# Problem statement
Which lines of the listing hold the string "shadow"? Show each of them.

# Provided entries

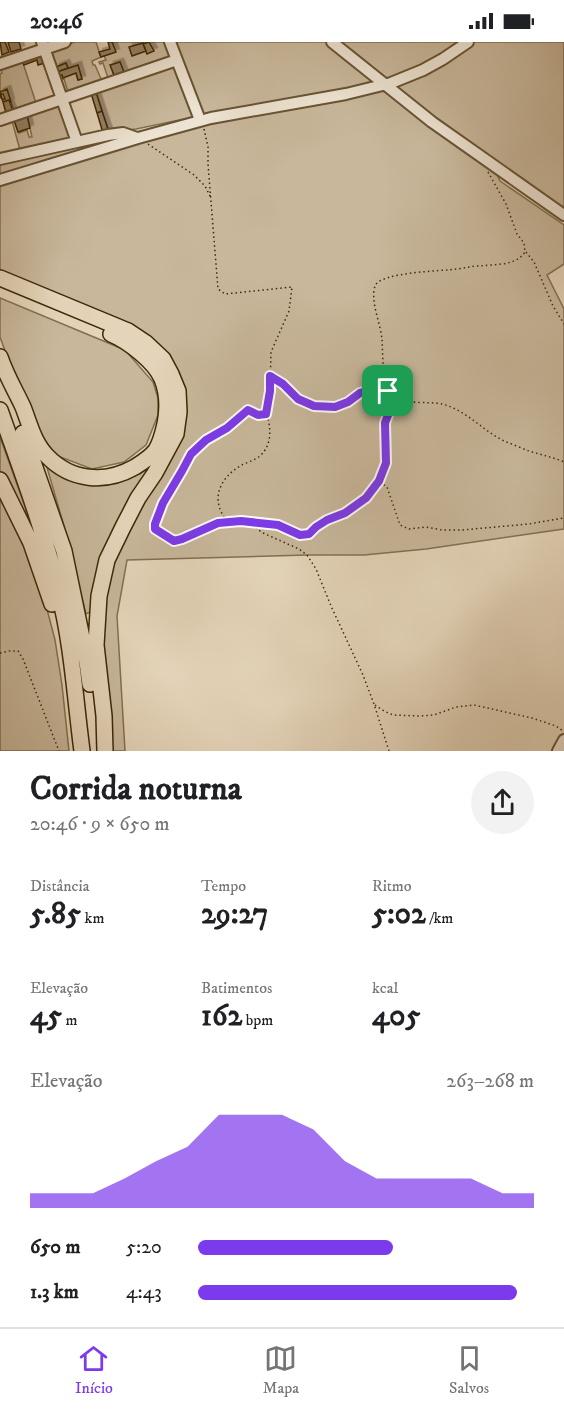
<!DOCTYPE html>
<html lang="pt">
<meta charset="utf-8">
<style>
:root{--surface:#fff;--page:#f2f2f2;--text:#202124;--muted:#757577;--line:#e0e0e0;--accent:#7c3aed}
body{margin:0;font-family:"IM FELL DW Pica",serif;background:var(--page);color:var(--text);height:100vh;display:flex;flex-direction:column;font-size:22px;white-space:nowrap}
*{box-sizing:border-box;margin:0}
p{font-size:20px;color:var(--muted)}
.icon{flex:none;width:33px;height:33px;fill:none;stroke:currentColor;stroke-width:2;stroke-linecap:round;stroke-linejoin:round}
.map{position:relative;height:709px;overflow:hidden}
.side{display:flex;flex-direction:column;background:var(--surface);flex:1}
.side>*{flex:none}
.pin{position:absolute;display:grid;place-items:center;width:51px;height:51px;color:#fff;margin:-26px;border-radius:12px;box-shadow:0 3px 9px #0006}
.round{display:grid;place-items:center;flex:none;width:63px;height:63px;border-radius:32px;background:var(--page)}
.overview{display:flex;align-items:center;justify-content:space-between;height:102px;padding:0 30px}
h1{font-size:33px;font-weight:800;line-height:45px}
.metrics{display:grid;grid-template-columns:repeat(3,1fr);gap:9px;height:102px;padding:6px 30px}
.metrics div{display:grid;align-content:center}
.metrics b{font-size:30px;font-weight:800}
.metrics small{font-size:16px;font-weight:400}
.metrics p{font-size:16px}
.chart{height:168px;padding:12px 30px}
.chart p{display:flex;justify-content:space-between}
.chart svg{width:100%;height:108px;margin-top:6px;fill:var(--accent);opacity:.7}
ul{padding:0 30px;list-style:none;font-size:20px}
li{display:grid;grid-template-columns:96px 72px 1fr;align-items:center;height:45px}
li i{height:15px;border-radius:8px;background:var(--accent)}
.status{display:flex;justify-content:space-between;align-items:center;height:42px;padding:0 30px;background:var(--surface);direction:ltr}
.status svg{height:16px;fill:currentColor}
.menu{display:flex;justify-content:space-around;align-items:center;height:84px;border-top:2px solid var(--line);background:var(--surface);font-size:16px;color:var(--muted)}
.menu a{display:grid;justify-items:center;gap:3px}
.menu .active{color:var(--accent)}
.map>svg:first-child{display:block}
.green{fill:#c8b79b;stroke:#827050;stroke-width:1.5}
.building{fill:#948163;stroke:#3d2806;stroke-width:1.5;filter:url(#shadow)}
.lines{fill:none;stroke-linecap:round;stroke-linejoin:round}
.minor-casing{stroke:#675333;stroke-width:14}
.highway-casing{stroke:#3d2806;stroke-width:18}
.path{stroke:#3d2806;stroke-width:1.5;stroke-dasharray:1.5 3;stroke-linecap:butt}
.minor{stroke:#ede3d2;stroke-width:10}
.highway{stroke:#e4d4b9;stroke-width:15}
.route-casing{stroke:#fff;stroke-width:12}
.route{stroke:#7c3aed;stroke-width:8}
</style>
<div class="status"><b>20:46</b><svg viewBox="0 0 49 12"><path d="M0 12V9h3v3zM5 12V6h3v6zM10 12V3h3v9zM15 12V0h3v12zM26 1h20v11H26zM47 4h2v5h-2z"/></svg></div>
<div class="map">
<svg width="564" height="709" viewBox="0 0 564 709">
<defs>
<filter id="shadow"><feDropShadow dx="3.5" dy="-3.5" stdDeviation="0" flood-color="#0004"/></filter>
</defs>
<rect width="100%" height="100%" fill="#e4d4b9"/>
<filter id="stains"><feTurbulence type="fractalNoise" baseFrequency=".00333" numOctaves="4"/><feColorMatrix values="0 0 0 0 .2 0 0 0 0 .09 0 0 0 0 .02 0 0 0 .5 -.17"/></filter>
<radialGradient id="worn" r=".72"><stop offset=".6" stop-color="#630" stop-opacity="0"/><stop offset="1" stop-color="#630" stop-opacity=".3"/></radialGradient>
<!-- green -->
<path class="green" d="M 75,0 L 96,0 L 101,15 L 92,19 L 93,23 L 95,23 L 102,39 L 68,50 L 64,37 L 60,38 L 59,34 L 62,33 L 64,35 L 76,31 L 78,38 L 82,37 L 78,24 L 68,26 L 66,21 L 56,25 L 50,8 Z
M 112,0 L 167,0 L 172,15 L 124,31 L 120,20 L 111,23 L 114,35 L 108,36 L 103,21 L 100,22 L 99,20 L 106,18 L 104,14 L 115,10 Z
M 174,0 L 564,0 L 564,173 L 494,126 L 500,139 L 564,183 L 564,222 L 547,233 L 564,267 L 564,487 L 426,507 L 364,513 L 307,513 L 127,518 L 117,574 L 125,709 L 110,709 L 99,605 L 110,519 L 180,390 L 146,301 L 0,236 L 0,138 L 210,75 L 200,71 Z
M 22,18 L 36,61 L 14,69 L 7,48 L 0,50 L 0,32 L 2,31 L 0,26 Z
M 171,24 L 177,26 L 194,75 L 136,87 L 109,90 L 96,50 Z
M 60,62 L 72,97 L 20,108 L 12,79 L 14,78 L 19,91 L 27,88 L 29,95 L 32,95 L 27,73 Z
M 115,96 L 106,101 L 0,134 L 0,122 Z
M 0,256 L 125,308 L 153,340 L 158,356 L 158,373 L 146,403 L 124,420 L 92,427 L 55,413 L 30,377 L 0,295 Z
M 0,395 L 27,470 L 20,468 L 0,429 Z
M 155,421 C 144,436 131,451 123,468 C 106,499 93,534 90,570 L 86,572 L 64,484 L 46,422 L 76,439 Z
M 0,453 L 37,529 L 55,598 L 62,643 L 69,709 L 0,709 Z"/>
<!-- building -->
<path class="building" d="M 0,0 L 5,0 L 9,10 L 2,13 Z
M 8,0 L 19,0 L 21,7 L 11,10 Z
M 108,0 L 112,0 L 116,10 L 101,15 L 99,10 L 110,7 Z
M 149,0 L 154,9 L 147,12 L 143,2 Z
M 143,1 L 146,9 L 132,14 L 129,5 Z
M 42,12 L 45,21 L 38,23 L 37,18 L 24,23 L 22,18 Z
M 120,20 L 124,30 L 114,33 L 110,23 Z
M 66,21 L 68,26 L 57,30 L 56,25 Z
M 78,23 L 82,37 L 78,38 L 76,31 L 63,36 L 62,33 L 59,34 L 57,30 Z
M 7,47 L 11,60 L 10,61 L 9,58 L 3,60 L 2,57 L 5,57 L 3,52 L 1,52 L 2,56 L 1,56 L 0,50 Z
M 96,50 L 102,69 L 97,71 L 91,51 Z
M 9,58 L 13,69 L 6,71 L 3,60 Z
M 102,69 L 109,90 L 103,91 L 97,71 Z
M 27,73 L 30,86 L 18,90 L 14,78 Z"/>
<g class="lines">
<!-- minor casing -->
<g class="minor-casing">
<path id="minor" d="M 42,0 L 77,100
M 170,0 L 200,78
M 332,0 L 432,80 L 564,173
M 0,22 L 65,0
M 0,78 L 177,18
M 0,117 L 108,93 L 123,91 L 137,96
M 0,138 L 138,96 L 211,76 L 346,52 L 391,41 L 423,28 L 443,17 L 468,0
M 558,709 L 564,698"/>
</g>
<!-- highway casing -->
<g class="highway-casing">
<path id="highway" d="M 0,236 L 128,289 L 146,301 L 163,317 L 171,332 L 178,349 L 179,370 L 176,392 L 155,431 L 138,456 L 123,485 L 107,518 L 99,554 L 96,603 L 104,674 L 105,709
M 0,315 C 6,333 15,348 23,365 C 30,383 34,401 47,414 C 71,439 105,442 135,425 C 143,420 151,415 156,408 C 161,400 163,391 165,382 C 168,367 168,352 162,337 C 155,320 128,299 111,292
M 0,368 C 21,428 44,488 59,551 C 72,602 75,656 82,709
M 23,391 L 64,509 L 87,620 L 90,642
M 0,438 L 31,501 L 52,562"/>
</g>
<!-- path -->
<path class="path" d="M 204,87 L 208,105 L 208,122 L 218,247 L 225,252 L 292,245 L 289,269 L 271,310 L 270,349 L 266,372 L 258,373 L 248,368 L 227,386 L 206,398 L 191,412 L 182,429 L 163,461 L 155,482 L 155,487 L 174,499 L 182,497 L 218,481 L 241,479 L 277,483 L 300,493 L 309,492 L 316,485 L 327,478 L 345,471 L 366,456 L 379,441 L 386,421 L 385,381 L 389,373 L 398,358
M 148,102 L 194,133 L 205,144 L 211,156
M 488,130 L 506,162 L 517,192 L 524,201 L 525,210 C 516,224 495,222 480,224 C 472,224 465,226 457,227 C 442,229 380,230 375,244 C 370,260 381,282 382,298 C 383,313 382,345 393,355 C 402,363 429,359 442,362 C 466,368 482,388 504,399 C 512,402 521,406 529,409 C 541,413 553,415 564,420
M 526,210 L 534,220 L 553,264 L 564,282
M 271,335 L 283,342 L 298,357 L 314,364 L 335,365 L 348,360 L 360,351 L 368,349 L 387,349
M 380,440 L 387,445 L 400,483 L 409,487 L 426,485 L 442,488 L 462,488 L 529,482 L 564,476
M 227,479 C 210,458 219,437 240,424 C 247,420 256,418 261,413 C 272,402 271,386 267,373
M 255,481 L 257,487 L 263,491 L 299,507 L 307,513 L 316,527 L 331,564 L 363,633 L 374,662 L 389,709
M 0,611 L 9,609 L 18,609 L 23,617 L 59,709
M 375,663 L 384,669 L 393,673 L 418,674 L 434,673 L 456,665 L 474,663 L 532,676 L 556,684 L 563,689"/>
<!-- minor -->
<use href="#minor" class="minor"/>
<!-- highway -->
<use href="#highway" class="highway"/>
</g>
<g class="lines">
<!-- route casing -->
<g class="route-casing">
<path id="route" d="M 270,334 L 283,342 L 298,357 L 314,364 L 335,365 L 348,360 L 360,351 L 368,349 L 388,349 L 398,358 L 388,373 L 385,381 L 386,421 L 379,439 L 366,456 L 345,471 L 327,478 L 316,485 L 309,492 L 300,493 L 278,483 L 241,479 L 218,481 L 182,497 L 174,499 L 155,487 L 155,482 L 163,461 L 182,429 L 191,412 L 206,398 L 227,386 L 248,368 L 258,373 L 266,372 L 270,349 Z"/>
</g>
<!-- route -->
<use href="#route" class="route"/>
</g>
<rect width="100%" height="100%" filter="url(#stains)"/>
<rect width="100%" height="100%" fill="url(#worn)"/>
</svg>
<div class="pin" style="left:388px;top:349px;background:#1e9e55"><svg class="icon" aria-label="arrive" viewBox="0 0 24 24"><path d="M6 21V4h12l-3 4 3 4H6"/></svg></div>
</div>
<section class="side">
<div class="overview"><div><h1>Corrida noturna</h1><p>20:46 · 9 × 650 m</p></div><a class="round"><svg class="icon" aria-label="share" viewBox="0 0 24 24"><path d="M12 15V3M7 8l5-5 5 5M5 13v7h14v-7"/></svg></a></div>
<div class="metrics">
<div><p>Distância</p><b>5.85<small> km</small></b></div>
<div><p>Tempo</p><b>29:27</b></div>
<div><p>Ritmo</p><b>5:02<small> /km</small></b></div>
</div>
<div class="metrics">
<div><p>Elevação</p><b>45<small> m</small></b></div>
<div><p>Batimentos</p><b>162<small> bpm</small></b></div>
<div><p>kcal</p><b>405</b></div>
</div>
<div class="chart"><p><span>Elevação</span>263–268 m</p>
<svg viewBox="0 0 160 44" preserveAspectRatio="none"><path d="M0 44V38L10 38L20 38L30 32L40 25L50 19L60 6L70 6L80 6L90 12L100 25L110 32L120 32L130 32L140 32L150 38L160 38V44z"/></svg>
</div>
<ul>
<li><b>650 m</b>5:20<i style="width:58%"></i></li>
<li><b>1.3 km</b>4:43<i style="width:95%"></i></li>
</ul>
</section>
<nav class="menu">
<a class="active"><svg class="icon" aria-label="home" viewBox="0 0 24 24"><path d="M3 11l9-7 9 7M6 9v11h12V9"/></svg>Início</a>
<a><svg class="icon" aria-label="map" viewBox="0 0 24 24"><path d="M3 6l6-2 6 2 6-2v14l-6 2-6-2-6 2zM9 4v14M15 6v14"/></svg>Mapa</a>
<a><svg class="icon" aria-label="saved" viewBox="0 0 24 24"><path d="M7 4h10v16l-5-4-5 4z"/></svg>Salvos</a>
</nav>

# Task output
.pin{position:absolute;display:grid;place-items:center;width:51px;height:51px;color:#fff;margin:-26px;border-radius:12px;box-shadow:0 3px 9px #0006}
.building{fill:#948163;stroke:#3d2806;stroke-width:1.5;filter:url(#shadow)}
<filter id="shadow"><feDropShadow dx="3.5" dy="-3.5" stdDeviation="0" flood-color="#0004"/></filter>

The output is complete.